What the task requires:
Going from the top of the data below, give again each line through the one containing "position:absolute; left:14px; top:1885px;", both ends kept.

-- Records shown follows --

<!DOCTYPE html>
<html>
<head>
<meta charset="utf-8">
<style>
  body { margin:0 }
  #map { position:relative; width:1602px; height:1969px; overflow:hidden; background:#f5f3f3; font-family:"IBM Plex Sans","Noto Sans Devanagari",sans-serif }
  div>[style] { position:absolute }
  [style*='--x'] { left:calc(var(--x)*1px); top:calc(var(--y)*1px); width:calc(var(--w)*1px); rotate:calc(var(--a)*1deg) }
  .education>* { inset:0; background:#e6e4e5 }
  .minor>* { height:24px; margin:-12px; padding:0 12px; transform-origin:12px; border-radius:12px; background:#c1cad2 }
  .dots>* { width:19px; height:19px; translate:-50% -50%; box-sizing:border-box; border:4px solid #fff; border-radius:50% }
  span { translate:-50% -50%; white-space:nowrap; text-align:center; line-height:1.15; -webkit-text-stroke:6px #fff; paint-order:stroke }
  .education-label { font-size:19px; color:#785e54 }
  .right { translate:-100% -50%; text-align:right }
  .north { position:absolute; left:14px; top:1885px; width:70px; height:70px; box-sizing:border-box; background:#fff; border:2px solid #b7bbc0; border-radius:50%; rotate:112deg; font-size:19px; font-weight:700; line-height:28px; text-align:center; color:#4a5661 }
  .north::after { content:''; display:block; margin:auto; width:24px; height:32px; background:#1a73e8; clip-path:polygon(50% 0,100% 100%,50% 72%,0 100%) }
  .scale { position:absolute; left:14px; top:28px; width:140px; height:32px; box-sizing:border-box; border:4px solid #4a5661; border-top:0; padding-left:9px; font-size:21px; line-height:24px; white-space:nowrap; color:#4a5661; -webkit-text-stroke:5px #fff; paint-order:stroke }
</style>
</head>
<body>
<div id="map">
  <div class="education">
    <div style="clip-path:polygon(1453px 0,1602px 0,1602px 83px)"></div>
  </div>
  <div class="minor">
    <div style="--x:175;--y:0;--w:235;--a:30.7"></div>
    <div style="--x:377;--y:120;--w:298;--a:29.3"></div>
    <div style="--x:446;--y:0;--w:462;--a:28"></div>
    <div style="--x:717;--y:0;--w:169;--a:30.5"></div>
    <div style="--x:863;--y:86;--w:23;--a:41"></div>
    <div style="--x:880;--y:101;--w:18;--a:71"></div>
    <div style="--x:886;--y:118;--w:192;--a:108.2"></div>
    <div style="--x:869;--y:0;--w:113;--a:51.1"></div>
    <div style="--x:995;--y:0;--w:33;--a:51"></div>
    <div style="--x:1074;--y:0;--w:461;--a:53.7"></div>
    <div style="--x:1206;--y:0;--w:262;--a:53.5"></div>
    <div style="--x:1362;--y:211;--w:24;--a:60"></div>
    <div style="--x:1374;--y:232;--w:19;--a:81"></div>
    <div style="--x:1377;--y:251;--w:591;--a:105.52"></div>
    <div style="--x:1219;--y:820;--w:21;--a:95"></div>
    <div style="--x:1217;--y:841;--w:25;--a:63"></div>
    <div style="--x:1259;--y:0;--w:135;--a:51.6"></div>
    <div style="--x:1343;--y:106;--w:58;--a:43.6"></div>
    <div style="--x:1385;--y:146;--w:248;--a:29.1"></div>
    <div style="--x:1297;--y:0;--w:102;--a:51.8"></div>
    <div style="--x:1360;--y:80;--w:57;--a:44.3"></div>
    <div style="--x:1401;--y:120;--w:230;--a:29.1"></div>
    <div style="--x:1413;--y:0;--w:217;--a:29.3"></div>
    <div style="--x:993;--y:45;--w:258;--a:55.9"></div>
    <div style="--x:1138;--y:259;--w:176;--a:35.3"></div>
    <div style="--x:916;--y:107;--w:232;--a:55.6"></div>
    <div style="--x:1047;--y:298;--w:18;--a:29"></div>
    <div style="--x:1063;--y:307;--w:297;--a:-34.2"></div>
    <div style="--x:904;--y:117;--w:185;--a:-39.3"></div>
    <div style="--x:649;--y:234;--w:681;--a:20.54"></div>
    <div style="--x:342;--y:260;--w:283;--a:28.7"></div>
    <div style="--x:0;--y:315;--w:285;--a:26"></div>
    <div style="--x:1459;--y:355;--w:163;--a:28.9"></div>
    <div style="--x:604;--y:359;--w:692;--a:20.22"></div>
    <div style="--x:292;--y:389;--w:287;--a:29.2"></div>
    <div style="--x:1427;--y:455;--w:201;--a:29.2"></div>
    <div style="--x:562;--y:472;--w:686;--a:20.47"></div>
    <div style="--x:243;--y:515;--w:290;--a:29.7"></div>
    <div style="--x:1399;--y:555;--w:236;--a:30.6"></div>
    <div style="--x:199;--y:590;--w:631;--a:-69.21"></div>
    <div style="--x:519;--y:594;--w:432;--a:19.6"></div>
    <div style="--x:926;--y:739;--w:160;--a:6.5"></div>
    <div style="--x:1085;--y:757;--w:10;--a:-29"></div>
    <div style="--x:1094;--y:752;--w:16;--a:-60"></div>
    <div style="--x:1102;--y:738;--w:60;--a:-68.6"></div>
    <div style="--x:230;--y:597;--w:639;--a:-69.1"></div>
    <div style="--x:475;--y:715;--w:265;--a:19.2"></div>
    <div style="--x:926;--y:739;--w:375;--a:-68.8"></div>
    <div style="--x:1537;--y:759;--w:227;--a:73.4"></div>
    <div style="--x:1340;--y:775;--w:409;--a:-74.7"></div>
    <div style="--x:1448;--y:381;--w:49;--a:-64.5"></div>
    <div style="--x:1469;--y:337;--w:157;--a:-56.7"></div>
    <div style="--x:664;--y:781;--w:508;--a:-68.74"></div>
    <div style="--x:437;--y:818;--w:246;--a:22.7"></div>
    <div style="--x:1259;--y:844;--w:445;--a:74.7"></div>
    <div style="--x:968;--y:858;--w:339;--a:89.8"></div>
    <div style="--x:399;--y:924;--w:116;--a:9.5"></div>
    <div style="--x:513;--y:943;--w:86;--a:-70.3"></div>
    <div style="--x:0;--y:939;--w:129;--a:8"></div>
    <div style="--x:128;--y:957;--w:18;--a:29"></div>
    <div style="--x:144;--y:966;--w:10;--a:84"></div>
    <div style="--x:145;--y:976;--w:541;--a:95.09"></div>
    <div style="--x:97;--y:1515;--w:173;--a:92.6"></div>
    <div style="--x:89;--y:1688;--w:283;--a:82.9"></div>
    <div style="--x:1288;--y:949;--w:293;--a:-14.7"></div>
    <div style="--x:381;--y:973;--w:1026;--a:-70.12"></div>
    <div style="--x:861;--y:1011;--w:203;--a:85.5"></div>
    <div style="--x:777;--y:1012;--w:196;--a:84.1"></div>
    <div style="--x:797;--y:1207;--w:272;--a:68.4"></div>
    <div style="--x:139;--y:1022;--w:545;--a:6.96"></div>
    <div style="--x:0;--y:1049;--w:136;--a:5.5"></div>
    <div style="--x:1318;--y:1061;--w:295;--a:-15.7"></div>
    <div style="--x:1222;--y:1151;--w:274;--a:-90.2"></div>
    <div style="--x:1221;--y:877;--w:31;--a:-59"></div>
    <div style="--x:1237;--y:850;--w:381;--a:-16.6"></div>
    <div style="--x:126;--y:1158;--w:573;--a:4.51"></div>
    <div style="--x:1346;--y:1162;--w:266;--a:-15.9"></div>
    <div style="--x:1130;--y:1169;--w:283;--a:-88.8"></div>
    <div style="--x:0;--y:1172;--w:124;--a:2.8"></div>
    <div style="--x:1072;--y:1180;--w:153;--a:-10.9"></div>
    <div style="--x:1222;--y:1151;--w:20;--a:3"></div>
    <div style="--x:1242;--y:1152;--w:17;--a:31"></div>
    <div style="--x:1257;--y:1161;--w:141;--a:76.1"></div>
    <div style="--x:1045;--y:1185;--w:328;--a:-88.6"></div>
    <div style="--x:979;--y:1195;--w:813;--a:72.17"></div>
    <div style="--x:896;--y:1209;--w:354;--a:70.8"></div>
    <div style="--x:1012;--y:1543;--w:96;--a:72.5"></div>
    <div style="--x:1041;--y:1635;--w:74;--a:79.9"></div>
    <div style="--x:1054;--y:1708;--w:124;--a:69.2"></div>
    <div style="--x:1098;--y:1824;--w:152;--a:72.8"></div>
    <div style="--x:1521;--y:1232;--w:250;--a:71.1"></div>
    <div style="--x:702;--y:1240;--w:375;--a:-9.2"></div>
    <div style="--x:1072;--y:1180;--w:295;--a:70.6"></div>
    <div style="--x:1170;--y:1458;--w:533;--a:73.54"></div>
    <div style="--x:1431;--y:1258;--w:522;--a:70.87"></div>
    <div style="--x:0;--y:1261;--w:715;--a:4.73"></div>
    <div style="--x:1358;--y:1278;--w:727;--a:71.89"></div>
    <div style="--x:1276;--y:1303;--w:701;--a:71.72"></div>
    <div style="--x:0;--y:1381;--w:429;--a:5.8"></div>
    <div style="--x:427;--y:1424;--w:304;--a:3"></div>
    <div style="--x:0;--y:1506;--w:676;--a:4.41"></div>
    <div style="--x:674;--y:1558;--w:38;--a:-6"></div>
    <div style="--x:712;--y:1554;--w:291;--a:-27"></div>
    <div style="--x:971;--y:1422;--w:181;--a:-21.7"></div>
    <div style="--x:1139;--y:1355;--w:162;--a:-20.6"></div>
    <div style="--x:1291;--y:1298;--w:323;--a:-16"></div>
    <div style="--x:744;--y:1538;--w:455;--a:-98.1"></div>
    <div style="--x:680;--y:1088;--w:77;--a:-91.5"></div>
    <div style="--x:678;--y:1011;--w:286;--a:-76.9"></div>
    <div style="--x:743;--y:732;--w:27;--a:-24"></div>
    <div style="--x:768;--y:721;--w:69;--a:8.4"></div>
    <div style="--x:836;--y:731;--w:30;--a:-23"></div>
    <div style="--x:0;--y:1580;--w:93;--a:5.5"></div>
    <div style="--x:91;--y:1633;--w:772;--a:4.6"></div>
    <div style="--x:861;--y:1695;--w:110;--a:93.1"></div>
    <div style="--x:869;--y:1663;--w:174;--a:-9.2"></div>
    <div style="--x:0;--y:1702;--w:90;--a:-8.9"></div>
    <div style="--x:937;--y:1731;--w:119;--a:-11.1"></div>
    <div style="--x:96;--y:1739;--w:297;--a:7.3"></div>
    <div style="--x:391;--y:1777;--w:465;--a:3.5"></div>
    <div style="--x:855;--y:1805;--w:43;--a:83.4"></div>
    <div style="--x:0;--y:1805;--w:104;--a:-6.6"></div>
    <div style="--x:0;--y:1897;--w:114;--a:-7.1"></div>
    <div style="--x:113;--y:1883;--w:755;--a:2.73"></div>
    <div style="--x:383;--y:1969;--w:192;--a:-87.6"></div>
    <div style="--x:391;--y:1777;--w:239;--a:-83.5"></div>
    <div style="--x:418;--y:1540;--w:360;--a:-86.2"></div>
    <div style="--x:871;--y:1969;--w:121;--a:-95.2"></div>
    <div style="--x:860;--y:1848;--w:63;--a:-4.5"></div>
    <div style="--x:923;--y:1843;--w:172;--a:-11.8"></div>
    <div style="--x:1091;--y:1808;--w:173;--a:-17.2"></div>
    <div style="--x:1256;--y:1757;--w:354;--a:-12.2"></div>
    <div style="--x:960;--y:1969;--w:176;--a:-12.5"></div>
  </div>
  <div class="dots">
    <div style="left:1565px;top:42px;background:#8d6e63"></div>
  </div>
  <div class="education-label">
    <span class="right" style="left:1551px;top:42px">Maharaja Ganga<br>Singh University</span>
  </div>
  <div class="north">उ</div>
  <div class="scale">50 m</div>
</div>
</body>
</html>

-- Records shown concluded --

Reply to the exercise:
<!DOCTYPE html>
<html>
<head>
<meta charset="utf-8">
<style>
  body { margin:0 }
  #map { position:relative; width:1602px; height:1969px; overflow:hidden; background:#f5f3f3; font-family:"IBM Plex Sans","Noto Sans Devanagari",sans-serif }
  div>[style] { position:absolute }
  [style*='--x'] { left:calc(var(--x)*1px); top:calc(var(--y)*1px); width:calc(var(--w)*1px); rotate:calc(var(--a)*1deg) }
  .education>* { inset:0; background:#e6e4e5 }
  .minor>* { height:24px; margin:-12px; padding:0 12px; transform-origin:12px; border-radius:12px; background:#c1cad2 }
  .dots>* { width:19px; height:19px; translate:-50% -50%; box-sizing:border-box; border:4px solid #fff; border-radius:50% }
  span { translate:-50% -50%; white-space:nowrap; text-align:center; line-height:1.15; -webkit-text-stroke:6px #fff; paint-order:stroke }
  .education-label { font-size:19px; color:#785e54 }
  .right { translate:-100% -50%; text-align:right }
  .north { position:absolute; left:14px; top:1885px; width:70px; height:70px; box-sizing:border-box; background:#fff; border:2px solid #b7bbc0; border-radius:50%; rotate:112deg; font-size:19px; font-weight:700; line-height:28px; text-align:center; color:#4a5661 }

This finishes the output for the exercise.